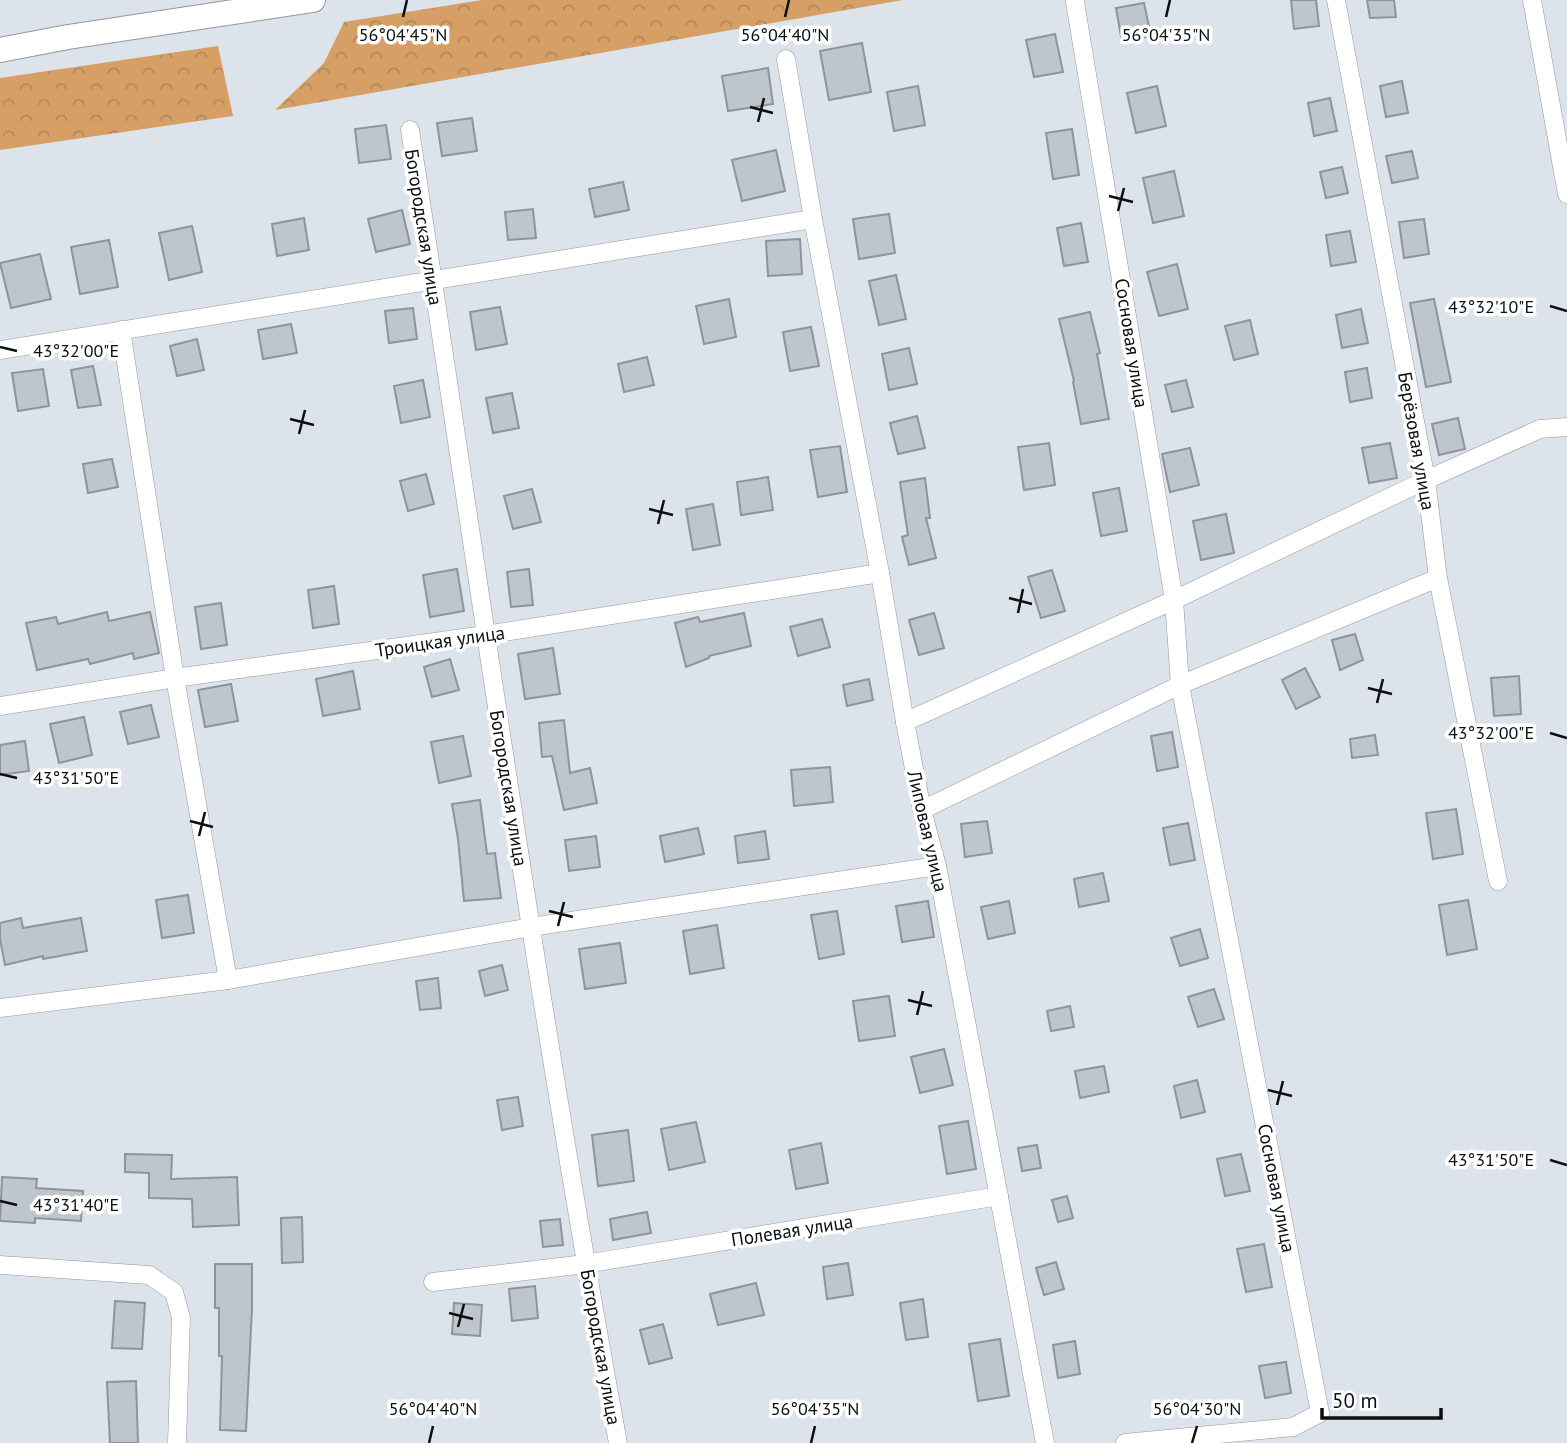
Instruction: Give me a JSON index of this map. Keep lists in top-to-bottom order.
{
  "streets": {
    "street": [
      "Богородская улица",
      "Сосновая улица",
      "Берёзовая улица",
      "Троицкая улица",
      "Липовая улица",
      "Полевая улица"
    ]
  },
  "crossings": [
    ["Богородская улица", "Троицкая улица"],
    ["Богородская улица", "Полевая улица"],
    ["Троицкая улица", "Липовая улица"],
    ["Липовая улица", "Полевая улица"]
  ],
  "scale_bar": "50 m",
  "coordinates": [
    "56°04'45\"N",
    "56°04'40\"N",
    "56°04'35\"N",
    "43°32'10\"E",
    "43°32'00\"E",
    "43°31'50\"E",
    "43°31'40\"E",
    "56°04'30\"N"
  ]
}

_ _ _ _ _ _ _

| WHAT YOU ARE ASKED TO DO |
The data above must be given again in full and unaltered, minus its images.

| RESPONSE BOX |
Instruction: Give me a JSON index of this map. Keep lists in top-to-bottom order.
{
  "streets": {
    "street": [
      "Богородская улица",
      "Сосновая улица",
      "Берёзовая улица",
      "Троицкая улица",
      "Липовая улица",
      "Полевая улица"
    ]
  },
  "crossings": [
    ["Богородская улица", "Троицкая улица"],
    ["Богородская улица", "Полевая улица"],
    ["Троицкая улица", "Липовая улица"],
    ["Липовая улица", "Полевая улица"]
  ],
  "scale_bar": "50 m",
  "coordinates": [
    "56°04'45\"N",
    "56°04'40\"N",
    "56°04'35\"N",
    "43°32'10\"E",
    "43°32'00\"E",
    "43°31'50\"E",
    "43°31'40\"E",
    "56°04'30\"N"
  ]
}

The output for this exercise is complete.